- Born: 22 November 1858 at Sinsi (15–17 o'clock) Grand Royal Hall of Changdeokgung, Joseon
- Died: 25 May 1859 (aged 6 months) Joseon
- Burial: 26 May 1859

Names
- Surname: Yi/Lee (이씨; Issi); Given childhood name: Yung-jun/Yoong-joon (융준; Yungjun);
- House: House of Yi
- Father: Yi Byeon, King Cheoljong
- Mother: Queen Cheorin Lady Beom (foster)

= Yi Yung-jun =

Yi Yung-jun (22 November 1858 – 25 May 1859) was an heir presumptive of Joseon (wonja, 원자, 元子) as the only son of Yi Byeon, King Cheoljong and Queen Cheorin. From birth, he became a Wonja, unlike his half-brothers. He died on 25 May 1859, at the age of six months, due to a fever. There is only a record that his mourning was held as a state funeral by order of King Cheoljong, and the location of his burial and whether he was given a posthumous title are unknown.

==Life==
As soon as the prince was born, he was designated as the Crown Prince, and a Crown Prince's Palace was established on the same day. On November 2, King Cheoljong personally named the gate of the Crown Prince's Palace "Igyegmun" (貳極門). On November 22 of the same year, the Bureau of Astronomy reported to King Cheoljong that they had buried his umbilical cord at Bohyeolsan (伏結山) in Jucheonmyeon, Wonju-bu, Gangwon-do (currently Jucheonmyeon, Yeongwol-gun), in the direction of Haryang Imae (下壬坐丙向).

On March 30, 1859, King Cheoljong held the prince in his arms and met with his court officials. On April 23, 1859 (the 10th year of King Cheoljong's reign), he contracted a febrile illness and was attended by medical officials, but died suddenly. It is unclear what disease he died of. On April 24, King Cheoljong declared the mourning of the Crown Prince (元子喪) and specially summoned the Minister of War and the Grand Marshal of Training.

The date he removed mourning clothes is unknown, and there are no records of him after 1859 in the Seungjeongwon Daily Records. The date of his burial is unknown, but he is buried in Yeonheemyeon, Goyang-gun, Gyeonggi-do. There is no record of his posthumous title in the Annals of the Joseon Dynasty or the Seungjeongwon Daily Records, so it is uncertain whether or not he was given a posthumous title.

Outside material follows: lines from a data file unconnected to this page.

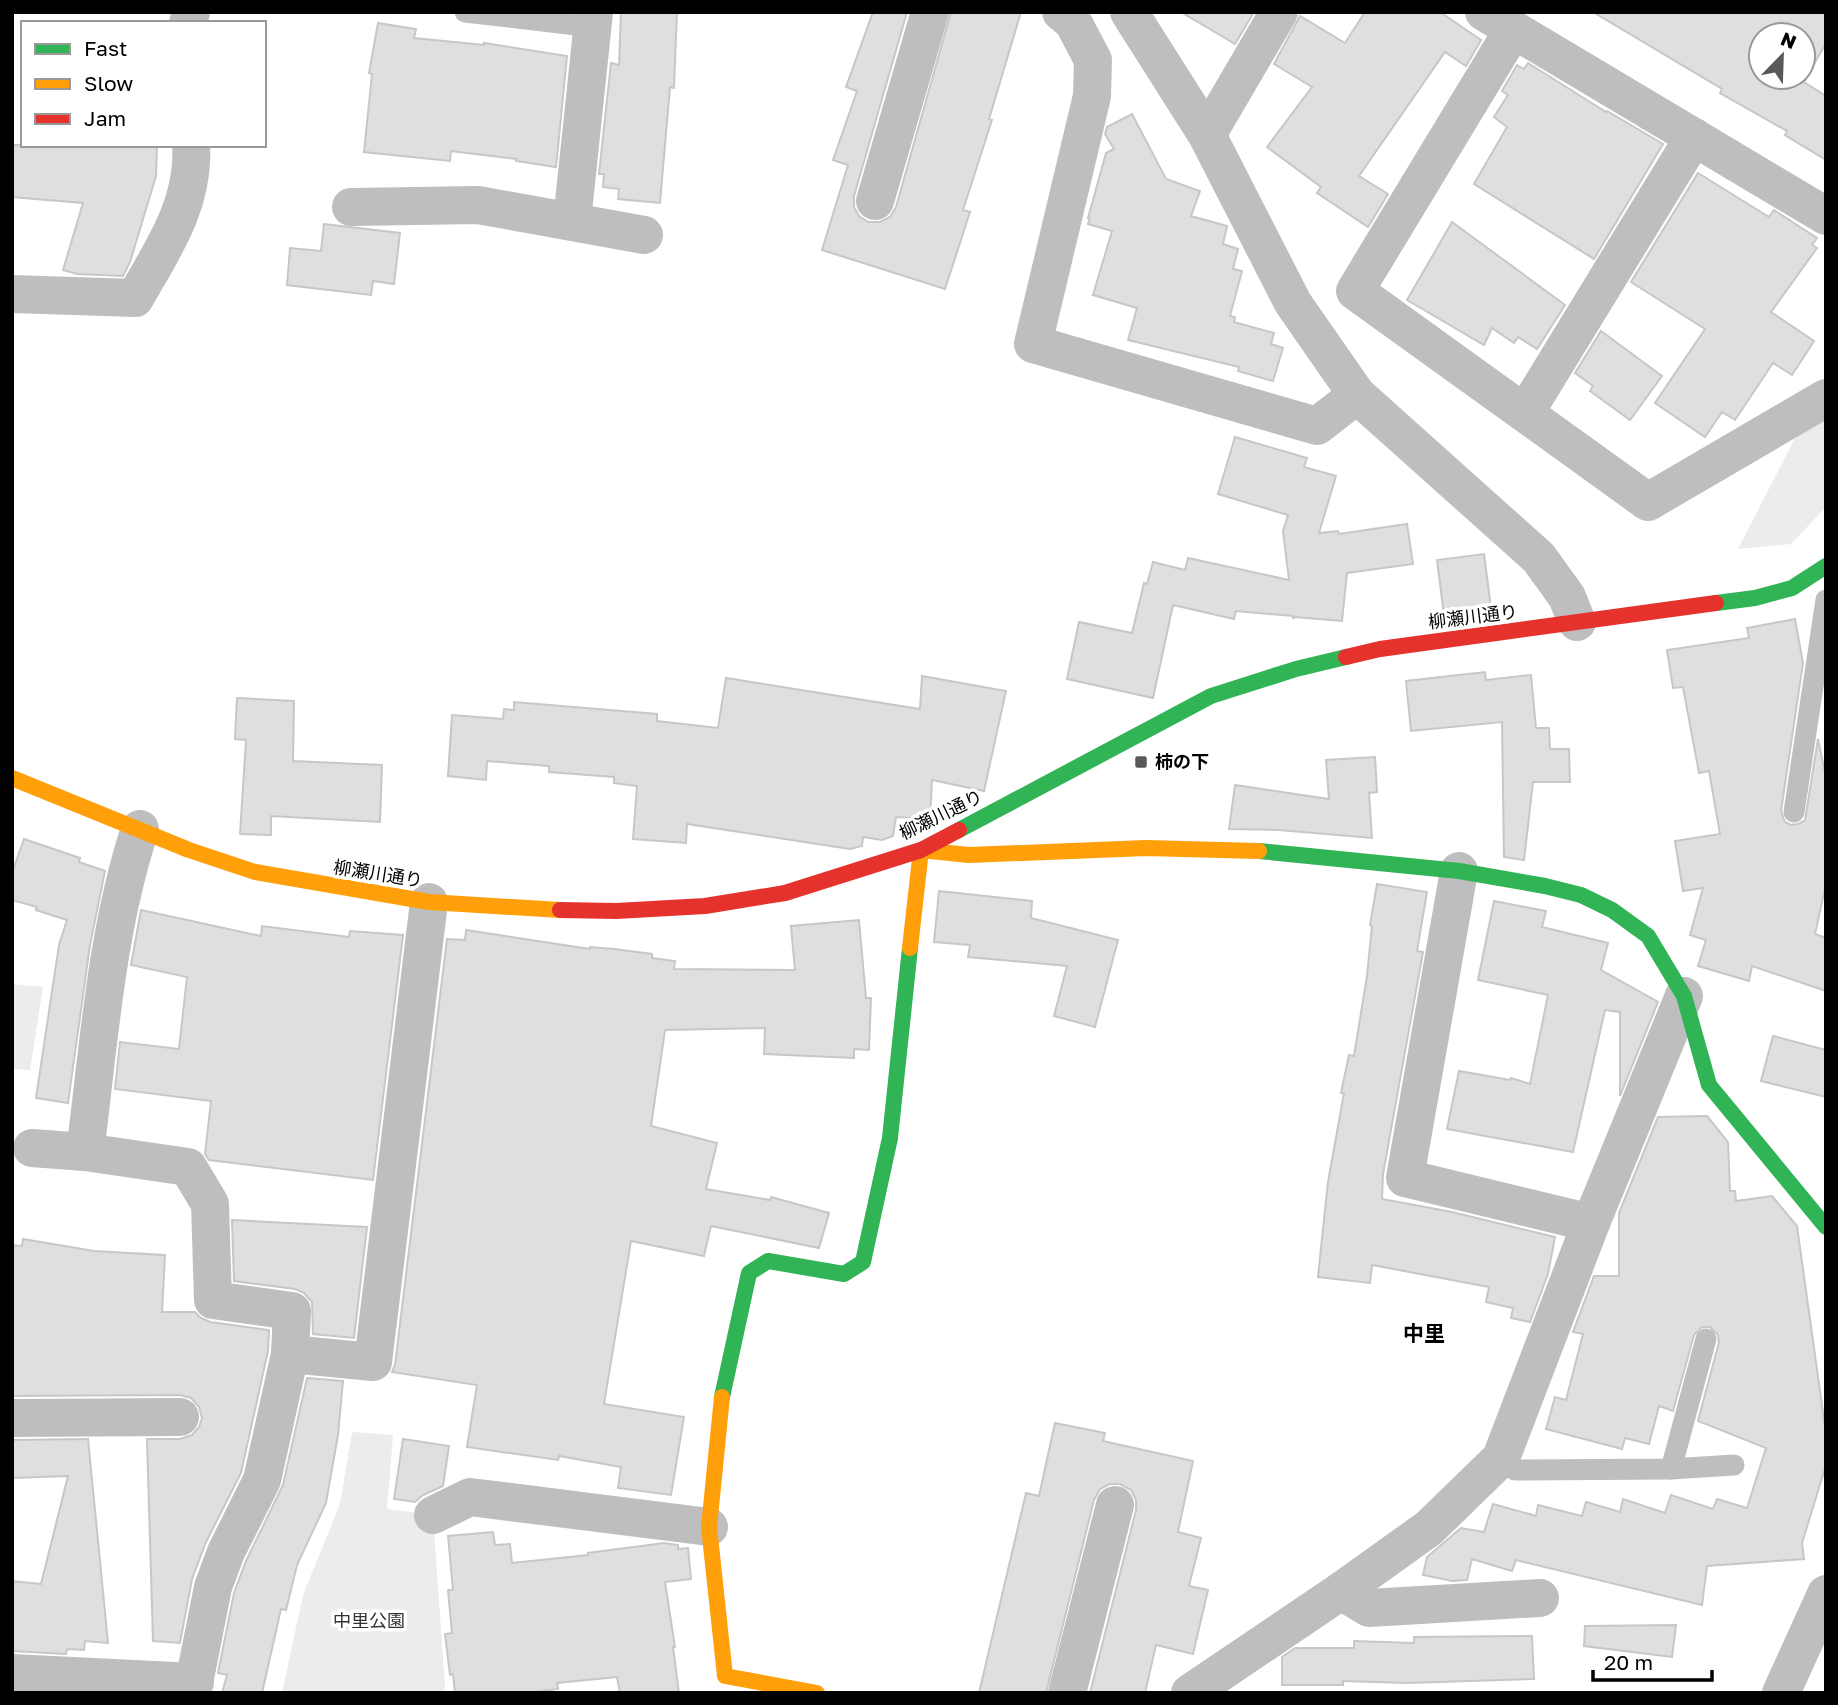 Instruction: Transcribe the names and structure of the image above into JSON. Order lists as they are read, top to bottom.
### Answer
{
  "streets": {
    "street": ["柳瀬川通り"]
  },
  "districts": ["中里"],
  "parks": ["中里公園"],
  "places": {
    "transit": ["柿の下"]
  },
  "legend": ["Fast", "Slow", "Jam"],
  "scale_bar": "20 m",
  "north": "top right"
} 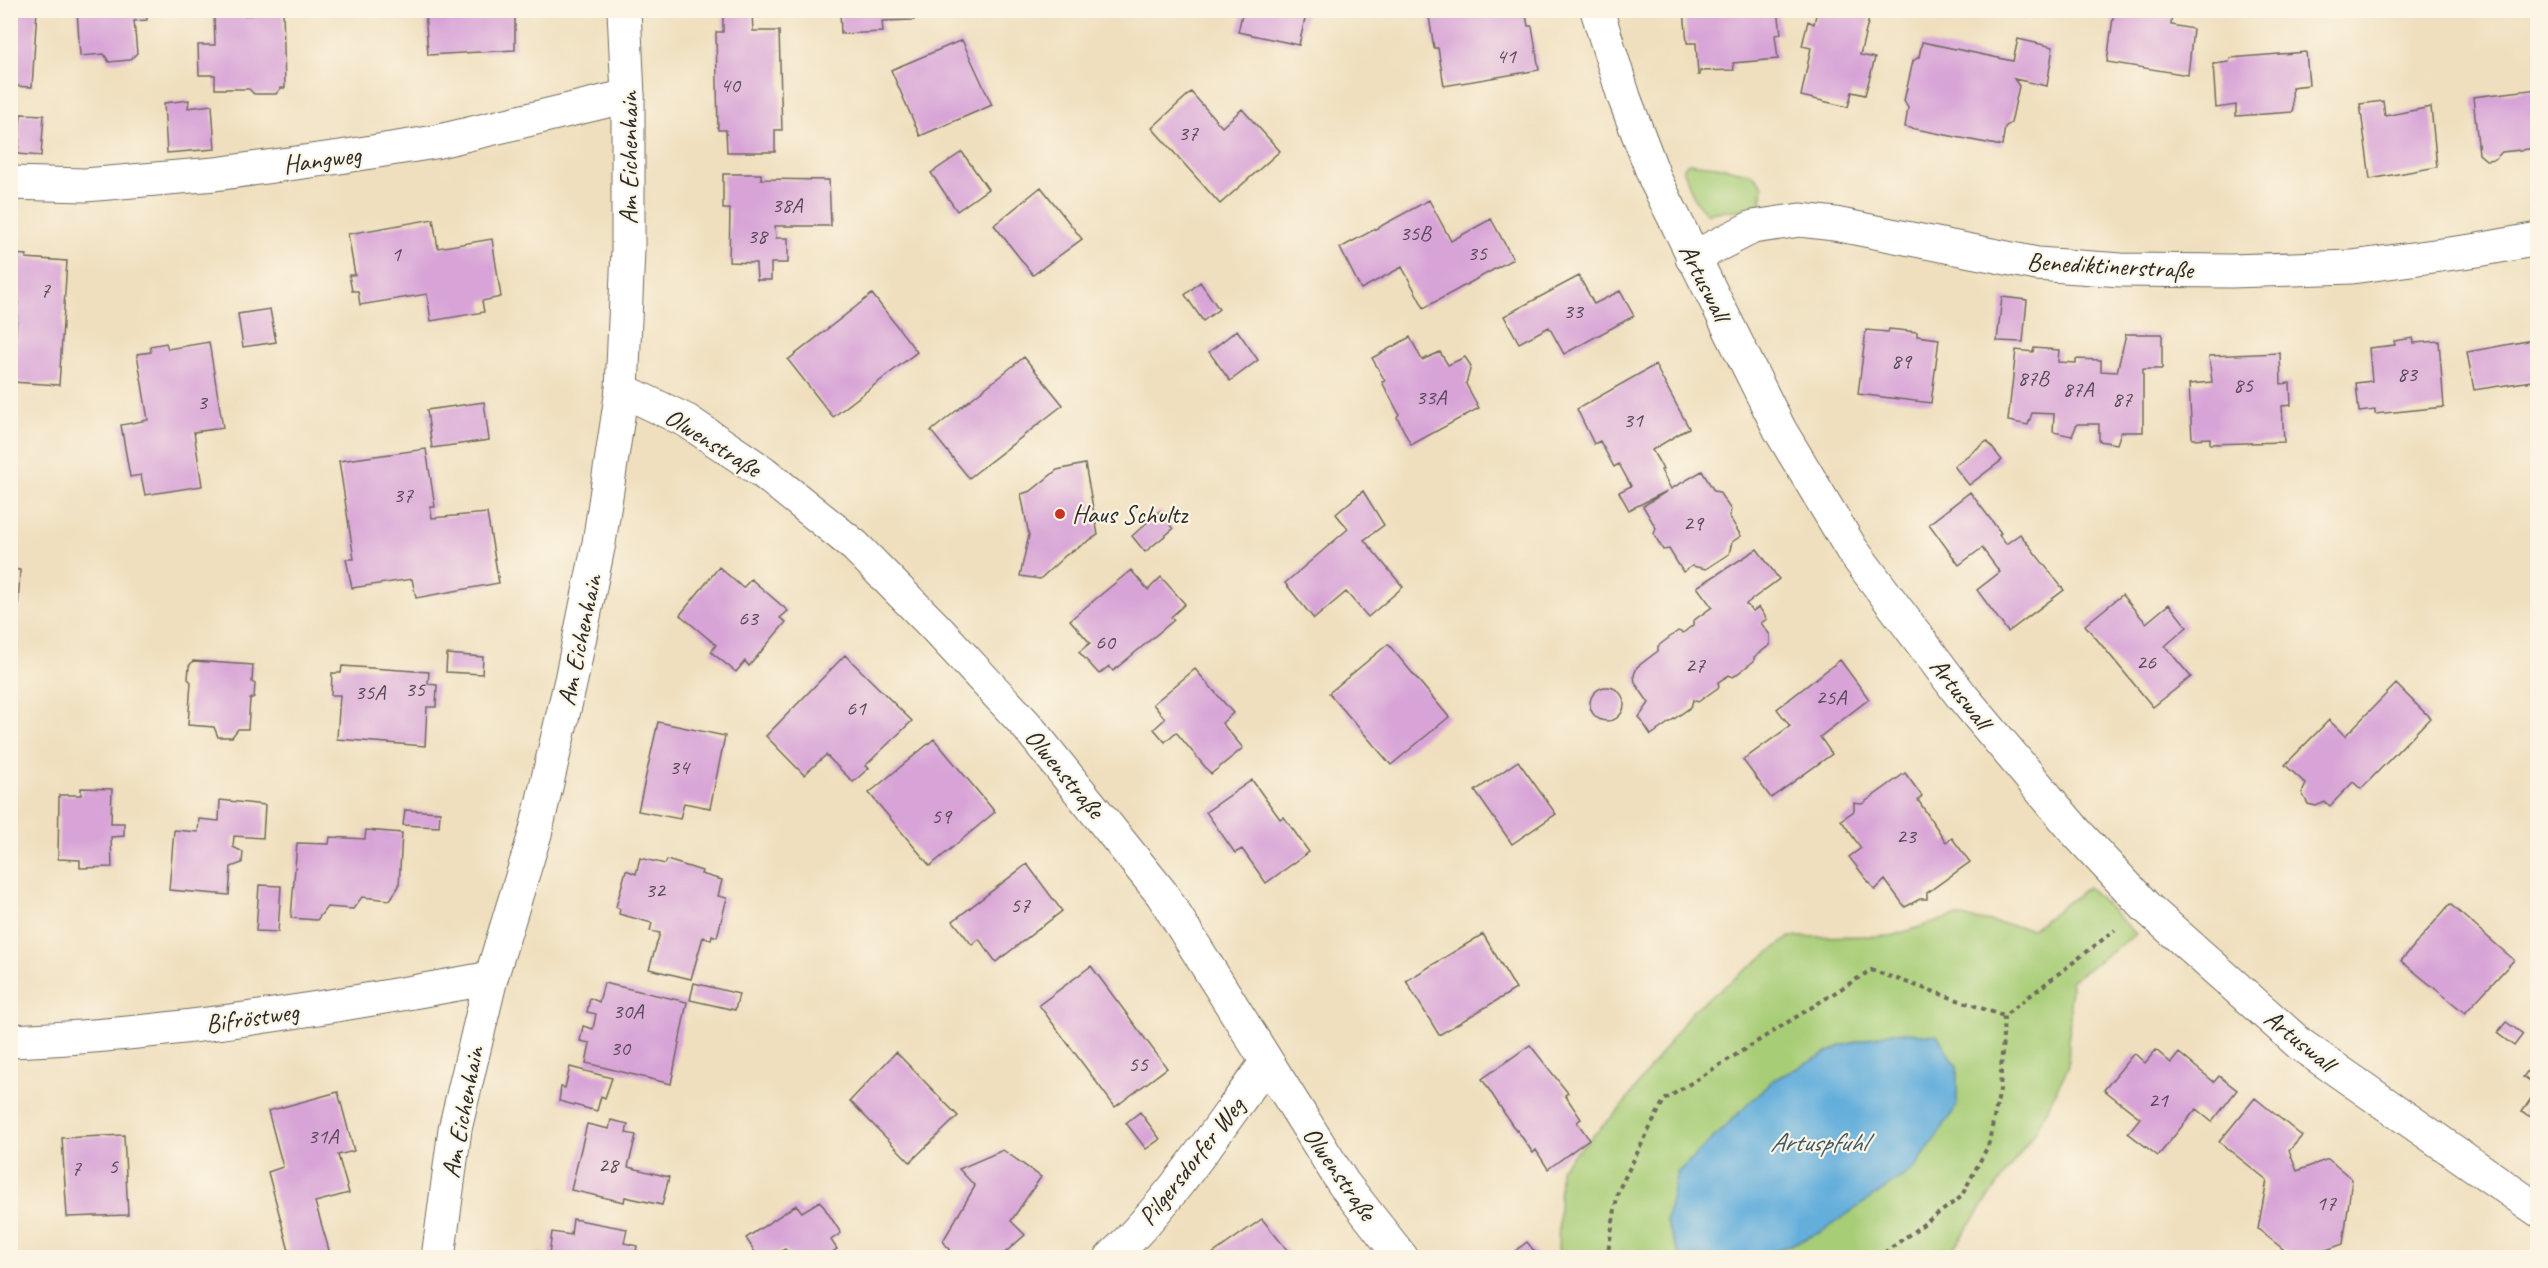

Although Yung-jun died young, King Cheoljong's concubine, Lady Jo Gwi-in (貴人 趙氏), bore him two sons. Unfortunately, both sons died shortly after birth, in 1859 and 1861. As a result, King Cheoljong did not have further sons and became the last monarch among King Hyojong 's descendants. After the establishment of the Korean Empire, his father, King Cheoljong, and his mother, Queen Cheorin, were posthumously honored as Emperor and Empress, but he was not posthumously honored as Crown Prince. During the Japanese occupation, he was re-interred in the Seosamneung Tomb Complex for Princes and Princesses. The exact year is unknown because the Japanese era year on the tombstone was scratched off.